|India 217: Rahane 49, Kohli 44; Jamieson 5-31|
|New Zealand 101-2: Conway 54, Latham 30|
|India lead by 116 runs|
New Zealand wrestled the initiative from India on a fascinating third day of the World Test Championship final.
The Black Caps battled through India’s constant pressure to close on 101-2, 116 runs behind in Southampton.
India began in a good position at 146-3 but lost captain Virat Kohli lbw to Kyle Jamieson in the third full over of the day for his overnight score of 44.
Jamieson took a superb 5-31, including the wickets of Ishant Sharma and Jasprit Bumrah in consecutive balls.
Vice-captain Ajinkya Rahane, who foolishly succumbed to Neil Wagner’s short-ball trap, top scored with 49 in India’s 217 all out.
New Zealand openers Devon Conway and Tom Latham then grittily repelled India’s attack, putting on 70 before Latham hit spinner Ravichandran Ashwin to Kohli at short extra cover.
In the day’s closing moments, Ishant boosted India by prising out left-hander Conway for 54, two balls before the players were taken off for bad light.
It left the showpiece final tightly poised, with New Zealand slight favourites to be crowned as the International Cricket Council’s first Test world champions.
But, more rain is forecast on Monday which, along with the time already lost to the weather, may prevent either side being able to force a win – even with the addition of a sixth day.
Test comes to life on fascinating day
Day three showed how these sides are capable of providing an encounter fitting of the occasions after two frustrating days – the first washed out entirely and the second blighted by bad light.
New Zealand’s bowlers – the 6ft 8ins Jamieson in particular – were exceptional.
There were as many maidens as runs in the first half hour and New Zealand’s slip fielders backed up the bowling brilliantly.
After Rishabh Pant had first been tied down and then tempted into a wild drive to become Jamieson’s third victim, caught at second slip for four, Ashwin provided a brief counter-attack. His 27-ball 22 took India to a respectable total given the conditions.
It was soon New Zealand’s turn to be probed under cloudy skies – the vocal, 3,000-strong crowd engaged in the contest.
Shami was the most impressive of India’s vaunted attack on his return following injury, and twice came close to having Latham caught in the gully.
Eventually, the left-hander’s wicket came as a surprise when, shortly after drinks and on 32, he drove a slightly slower ball from Ashwin and Kohli took a smart catch above his head.
India continued to press for wickets, Bumrah bowling a good spell, and were rewarded late on through pace bowler Ishant.
Conway, rarely troubled previously, skewed a flick off his pads to mid-on as the darkness closed in.
Jamieson wins Kohli duel
Jamieson’s performance continued his remarkable start to Test cricket.
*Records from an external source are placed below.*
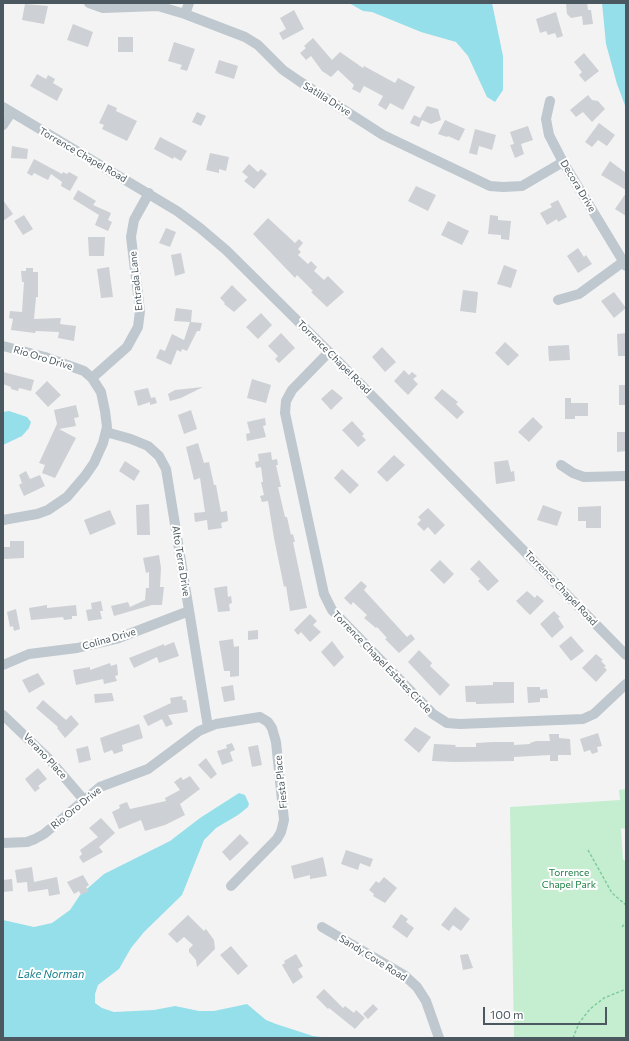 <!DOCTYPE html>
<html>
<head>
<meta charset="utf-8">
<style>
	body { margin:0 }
	#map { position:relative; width:629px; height:1041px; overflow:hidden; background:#f4f3f3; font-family:Commissioner,sans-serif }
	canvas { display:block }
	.frame { position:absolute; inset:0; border:4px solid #4b585f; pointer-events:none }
	.scale { position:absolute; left:483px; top:1007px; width:124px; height:18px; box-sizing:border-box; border:2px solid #4b585f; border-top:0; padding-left:5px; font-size:12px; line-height:14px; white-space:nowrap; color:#4b585f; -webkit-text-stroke:3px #fff; paint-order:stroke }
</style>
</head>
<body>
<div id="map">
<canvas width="629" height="1041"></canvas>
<div class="frame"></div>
<div class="scale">100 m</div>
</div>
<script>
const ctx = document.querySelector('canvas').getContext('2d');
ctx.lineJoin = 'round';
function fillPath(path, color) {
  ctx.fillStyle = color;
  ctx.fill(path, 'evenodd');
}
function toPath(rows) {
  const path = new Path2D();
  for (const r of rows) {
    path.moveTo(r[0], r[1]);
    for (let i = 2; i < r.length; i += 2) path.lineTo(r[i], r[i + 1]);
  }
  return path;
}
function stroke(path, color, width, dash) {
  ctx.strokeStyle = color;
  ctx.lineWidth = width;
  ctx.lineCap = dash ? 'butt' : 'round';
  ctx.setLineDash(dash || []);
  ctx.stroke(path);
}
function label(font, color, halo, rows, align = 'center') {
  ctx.font = font + ' Commissioner,sans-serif';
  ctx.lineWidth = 4;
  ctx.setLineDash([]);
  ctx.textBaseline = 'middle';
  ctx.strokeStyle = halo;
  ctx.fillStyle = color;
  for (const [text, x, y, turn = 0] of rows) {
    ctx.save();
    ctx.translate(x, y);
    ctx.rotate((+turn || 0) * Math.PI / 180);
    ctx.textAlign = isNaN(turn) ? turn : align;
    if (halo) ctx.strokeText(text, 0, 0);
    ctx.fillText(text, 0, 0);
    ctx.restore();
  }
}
fillPath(toPath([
	[626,789,626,829,621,828,623,859,626,862,626,1038,514,1038,510,807,620,800,619,790]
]), '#c5eed1');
fillPath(toPath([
	[349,3,492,3,503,56,503,90,495,102,487,97,468,56,456,42,421,32,372,12,363,11],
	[602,3,626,3,626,108,617,84,606,44],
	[9,411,27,417,31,422,29,428,22,436,3,445,3,412],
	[239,793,245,795,249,804,248,807,238,815,216,828,204,840,182,895,144,932,131,948,119,969,98,985,95,994,95,1003,102,1008,114,1012,154,1010,175,1006,199,1011,214,1011,247,1004,266,1020,276,1024,313,1036,330,1038,3,1038,3,920,34,927,52,923,70,910,80,895,104,874,170,841,200,818]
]), '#94dfe9');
fillPath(toPath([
	[566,3,587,3,588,10,591,10,593,24,583,25,582,16,571,18,567,14],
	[25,4,48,6,44,24,22,20],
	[294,10,304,29,283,40,279,33,286,29,280,18],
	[556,12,563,36,557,38,555,33,548,35,546,31,540,33,536,19],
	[73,24,93,32,88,47,67,40],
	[118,37,133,37,133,52,118,52],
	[313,38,332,60,340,52,363,68,364,66,395,83,398,78,415,87,403,110,390,103,386,110,378,105,383,96,364,86,360,93,352,89,354,85,338,70,331,77,322,71,311,56,306,60,300,53,306,48,304,46],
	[174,42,195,49,187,71,180,69,182,65,168,61],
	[584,53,599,71,585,82,579,75,582,72,574,62],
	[219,60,238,66,234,79,215,73],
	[37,74,46,79,48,75,55,79,53,83,63,89,57,101,30,86],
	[588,95,592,100,598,101,605,109,592,122,583,112,576,117,570,110],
	[108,104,117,108,116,111,137,121,127,141,102,129,104,125,99,123],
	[427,106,438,109,441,120,431,124,422,120,419,127,410,123,414,115,420,118],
	[197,112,206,116,201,126,192,122],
	[445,120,465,129,459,141,448,136,447,137,438,134],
	[599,123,615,135,607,146,598,140,592,147,585,142],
	[528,126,533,140,521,144,524,154,515,158,510,145,514,144,510,132],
	[475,129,496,135,492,150,479,146,477,155,469,153],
	[160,137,187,151,181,161,174,157,173,159,154,149],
	[12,146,28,149,27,159,11,158],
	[210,153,229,157,226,171,219,169,219,173,206,170],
	[34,159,62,174,63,172,67,174,69,172,78,177,70,191,61,186,62,182,51,174,48,180,34,173,32,176,27,173],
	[610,161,626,173,626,190,601,175],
	[249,164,258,172,261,169,267,174,254,189,244,181,248,177,242,172],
	[416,186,436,195,428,211,408,201],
	[78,190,96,201,93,205,111,213,108,220,112,222,108,231,95,225,99,215,73,199],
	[626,193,626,216,615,209],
	[3,200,13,214,3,221],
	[558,200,567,217,558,222,557,219,547,225,540,213,552,207,550,204],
	[24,215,33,229,23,235,14,221],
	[490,215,498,216,498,220,511,221,509,240,501,239,501,235,488,234],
	[268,218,295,243,299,239,303,243,298,249,301,252,298,255,308,264,311,261,317,267,314,271,324,280,328,276,344,292,327,307,311,292,313,291,297,275,295,278,253,234],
	[448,221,469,231,462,245,441,235],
	[166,228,176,232,170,247,159,243],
	[88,237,105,237,104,256,89,256],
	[578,248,584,257,586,255,592,264,578,273,567,256],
	[181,253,185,273,175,276,171,255],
	[504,265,517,270,511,288,497,284],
	[109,267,113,297,101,298,97,269],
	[26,268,33,268,33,272,38,272,38,297,36,297,34,319,61,318,60,324,76,326,74,341,58,338,59,332,36,331,35,333,11,330,13,319,9,318,10,311,22,312,24,282,22,282,21,271,26,271],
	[232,285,247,300,234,312,224,304,225,303,220,298],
	[463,290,478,292,476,313,460,311],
	[614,292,626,308,614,318,601,301],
	[176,308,192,310,191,322,202,323,200,331,197,331,187,351,182,349,181,352,177,350,171,365,156,358,160,349,165,351,172,334,184,340,190,322,174,321],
	[261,313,272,325,258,339,246,327],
	[281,333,295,348,279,363,275,359,278,356,268,346],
	[626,333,626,356,618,356,617,334],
	[505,342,519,355,508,366,495,353],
	[569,345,570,360,549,361,548,346],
	[382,347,396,362,385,372,372,357],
	[404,370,409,375,412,372,417,376,413,379,418,384,408,395,394,381],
	[3,372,34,380,31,391,19,388,18,391,11,389,11,387,3,384],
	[252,379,271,385,266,403,247,398],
	[47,381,61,395,48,407,35,393],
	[619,385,626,385,626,405,619,405],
	[203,387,181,398,170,401,168,394,175,390],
	[148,388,151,398,155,397,157,403,150,405,150,402,138,406,134,391],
	[332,389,343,398,331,410,321,399],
	[442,389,458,402,456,404,464,412,457,419,434,398],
	[565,398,571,398,571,403,588,403,588,416,575,416,575,419,565,419],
	[76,405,79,417,74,418,76,426,59,429,76,438,55,478,42,473,45,465,39,463,57,424,54,410],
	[191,410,197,429,184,434,178,415],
	[533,417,543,427,529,442,518,432],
	[265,418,266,425,263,426,266,437,247,441,246,434,250,433,247,422],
	[352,421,364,434,362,436,366,440,358,447,342,430],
	[617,432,626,432,626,451,617,452],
	[198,443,204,463,209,462,214,485,216,485,221,512,227,511,228,521,221,523,222,528,208,530,207,520,195,522,194,513,205,512,200,478,194,480,186,447],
	[271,452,272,460,277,459,278,465,276,465,281,487,278,487,285,517,287,517,291,535,293,534,295,542,293,542,307,608,290,611,286,586,284,587,274,538,268,501,262,502,260,496,264,495,261,482,263,482,261,467,256,468,255,462,259,461,258,454],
	[394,455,405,465,387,482,377,472],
	[508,460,511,472,514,471,515,481,496,484,494,462],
	[125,461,140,471,134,481,119,471],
	[342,469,359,485,350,494,334,478],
	[26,471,30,479,40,475,45,486,24,496,19,485,22,483,19,475],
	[149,504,150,535,137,535,136,505],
	[543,505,562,512,557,526,537,520],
	[601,506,601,528,586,528,586,521,578,521,578,507],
	[428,508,445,525,435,535,428,527,424,531,417,524,421,520,418,517],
	[110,510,116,524,90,535,84,520],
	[10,541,24,541,24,558,3,559,3,547,10,547],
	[159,555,161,568,160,587,164,587,162,605,152,605,114,616,111,606,128,602,130,607,145,600,146,588,149,588,149,572,146,573,143,558],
	[440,560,454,574,444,584,430,570],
	[479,560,499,581,488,591,478,581,480,579,470,569],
	[361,581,367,586,364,590,407,637,411,634,415,639,399,653,385,639,387,638,377,627,376,628,364,618,367,615,353,602,351,605,344,598],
	[227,586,228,597,231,596,232,603,229,604,230,611,218,612,214,588],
	[527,591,535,598,537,595,544,601,530,615,516,601],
	[101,601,103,611,100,611,102,619,88,621,86,610,92,609,91,603],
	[47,605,47,608,76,605,77,616,72,616,72,619,64,620,63,617,31,620,29,608],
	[16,609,20,629,14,631,13,626,10,627,7,612],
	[554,611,560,617,558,618,564,627,552,638,540,624],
	[310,614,317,621,313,625,321,632,310,642,301,632,298,635,294,630],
	[258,630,258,639,248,640,248,631],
	[571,636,584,651,571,661,559,646],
	[233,639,234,647,239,646,239,676,230,677,230,671,224,671,219,641],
	[332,641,344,657,334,667,321,652],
	[174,642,179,656,159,663,157,657,134,668,129,658,164,644,164,646],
	[419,650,432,663,430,666,450,685,440,696,408,662],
	[596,654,603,660,601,661,606,666,604,667,607,670,596,682,582,668],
	[110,663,111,666,117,664,118,675,115,676,117,681,104,684,103,679,76,685,73,670,90,667,90,670],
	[38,673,45,684,29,693,22,680],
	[493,682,514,682,514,703,476,704,476,702,466,702,465,686,493,685],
	[233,685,235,700,224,702,221,687],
	[527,687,540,687,540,690,547,689,548,698,540,698,540,702,528,703],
	[112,693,114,701,95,703,94,694],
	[182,696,183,700,186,700,188,712,168,715,173,724,166,727,162,719,148,726,143,716,171,703,170,698],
	[43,700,66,720,71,715,79,724,65,738,57,728,58,727,36,708],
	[139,724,143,738,122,745,123,751,114,754,112,750,104,753,100,738],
	[415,727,431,737,419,753,404,740],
	[598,733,602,746,597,747,598,752,592,754,590,750,584,752,580,739],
	[549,734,559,734,559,738,570,739,571,755,558,755,558,761,550,761,550,755,514,757,514,761,454,762,432,761,434,744,456,745,455,747,476,747,476,743,493,742,514,742,514,745,530,744,530,743,536,741,550,741],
	[232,743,235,750,230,752,233,761,222,765,217,751,227,748,226,745],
	[258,745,262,765,252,767,248,747],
	[88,746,91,760,79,763,76,749],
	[206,758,217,774,211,779,198,765],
	[38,768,47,779,38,786,40,788,35,792,25,779],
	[190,776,200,789,180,804,185,815,165,825,145,831,141,820,119,829,112,812,120,808,119,805,127,802,130,809,166,801,165,798,180,790,174,782,181,777,183,780],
	[101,818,115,833,99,847,103,852,83,863,79,857,82,854,80,850,98,837,89,828],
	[240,834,249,843,230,861,222,852],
	[346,850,373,859,370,867,360,863,358,870,341,864],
	[323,857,327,876,310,879,310,875,294,879,291,866],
	[32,867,34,882,57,877,60,894,49,896,48,889,28,892,27,882,17,883,15,870],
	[83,875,89,885,86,887,89,891,81,895,79,891,74,894,67,882],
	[384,877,397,888,385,903,373,896,374,894,369,890,376,881,379,883],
	[12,879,13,891,3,892,3,880],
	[455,907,470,919,461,931,453,925,449,931,441,925],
	[401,914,408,919,406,922,414,928,407,938,392,927],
	[188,915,204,931,206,929,214,940,215,949,197,967,196,960,189,952,189,949,193,945,184,937,177,943,168,934],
	[231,946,248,966,238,975,220,955],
	[296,954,303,966,298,969,303,977,293,984,282,965,285,963,284,961],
	[468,954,473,968,463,970,460,955],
	[324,989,343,1008,345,1006,354,1013,356,1010,365,1018,355,1029,329,1008,328,1009,316,997],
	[373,1004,378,1009,368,1019,363,1014]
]), '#cdd0d4');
stroke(toPath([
	[588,850,612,893,626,905],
	[622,927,626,922],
	[573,1038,579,1023,590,1009,604,998,626,989]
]), '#7ecb9d', 1.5, [3, 2]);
stroke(toPath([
	[89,3,103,8,158,6,185,14,245,37,258,45,283,70,299,81,383,135,490,186,503,187,522,186,563,162],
	[185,14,189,3],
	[550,101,546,119,549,135,563,162,626,266],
	[3,107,177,211,200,228,226,250,329,352,626,655],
	[3,125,11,113],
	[558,300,579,294,623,262],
	[3,346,45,357,84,371,92,378,101,392,105,411,107,427,103,443,94,463,85,476,67,497,48,510,37,514,3,520],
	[329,352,292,390,286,401,285,413,324,594,332,610,433,714,447,723,460,724,583,719,594,714,626,684],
	[92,378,127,347,138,327,140,311,131,237,134,220,149,193],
	[106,432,131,439,148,446,159,456,166,469,208,727],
	[561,465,573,473,584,477,626,476],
	[3,665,29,654,77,648,116,639,189,611],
	[3,715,48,758,84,800],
	[3,843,27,842,35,839,44,834,100,787,148,769,199,731,216,724,260,717,268,722,272,728,276,742,284,820,281,832,277,839,231,886],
	[322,927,404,975,417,987,426,1001,439,1038]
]), '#bfc8ce', 10);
label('10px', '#4b585f', '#fff', [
	["Satilla Drive",327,99,32],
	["Torrence Chapel Road",83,155,30],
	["Decora Drive",578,186,59],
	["Entrada Lane",136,281,-96],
	["Torrence Chapel Road",334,357,45],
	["Rio Oro Drive",43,358,17],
	["Alto Terra Drive",181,561,81],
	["Torrence Chapel Road",561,588,46],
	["Colina Drive",109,639,-16],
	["Torrence Chapel Estates Circle",382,662,46],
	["Verano Place",45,756,47],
	["Fiesta Place",281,782,-96],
	["Rio Oro Drive",76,808,-39],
	["Sandy Cove Road",373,958,32]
]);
label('10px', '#1d7f44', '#fff', [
	["Torrence",569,873],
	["Chapel Park",569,885]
]);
label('italic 11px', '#137d8b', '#fff', [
	["Lake Norman",51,974]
]);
</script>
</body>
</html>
He has taken five five-wicket hauls in his first eight Tests, a feat only six men have achieved since the First World War.
Bowling from a towering height, he was metronomic and trapped Kohli in front of the stumps with a ball that nipped back off the seam.
It was an intriguing battle with a player signed by Kohli’s Royal Challengers Bangalore franchise for the India Premier League earlier this year.
During the pace bowler’s stint with RCB, Kohli suggested that he and Jamieson have a red-ball net, but Jamieson declined – with the intimation that he did so to prevent India’s superstar batsman getting a closer look at his action.
Jamieson’s line, awkward bounce, and movement in the air and off the pitch proved too good for Ishant, who edged to first slip, and Bumrah, who fell lbw first ball, although last man Mohammed Shami denied the 26-year-old a hat-trick by driving his first delivery through extra cover for four.
‘Jamieson is just getting better’ – reaction
Ex-New Zealand captain Jeremy Coney on BBC Test Match Special: “The game is poised. I know New Zealand haven’t lost loads of wickets today, but Taylor and Nicholls are still a bit uncertain and the same thing could happen to New Zealand as what happened to India this morning.
“Jamieson is just getting better every time he plays. He’s not the quickest but it’s the height that creates such an awkward bounce.”
New Zealand bowler Kyle Jamieson, speaking to Sky Sports: “I still don’t think Test cricket has come easily. I ride the coat-tails of the other guys. The pressure they build up, I ride on. It means if we can keep doing that, one of us comes away with some wickets.”
India opener Shubman Gill: “[Conway] was a crucial wicket for us. When the play will start tomorrow, we’ll have a slight edge on them because both of them [batsmen] are relatively new on the crease.”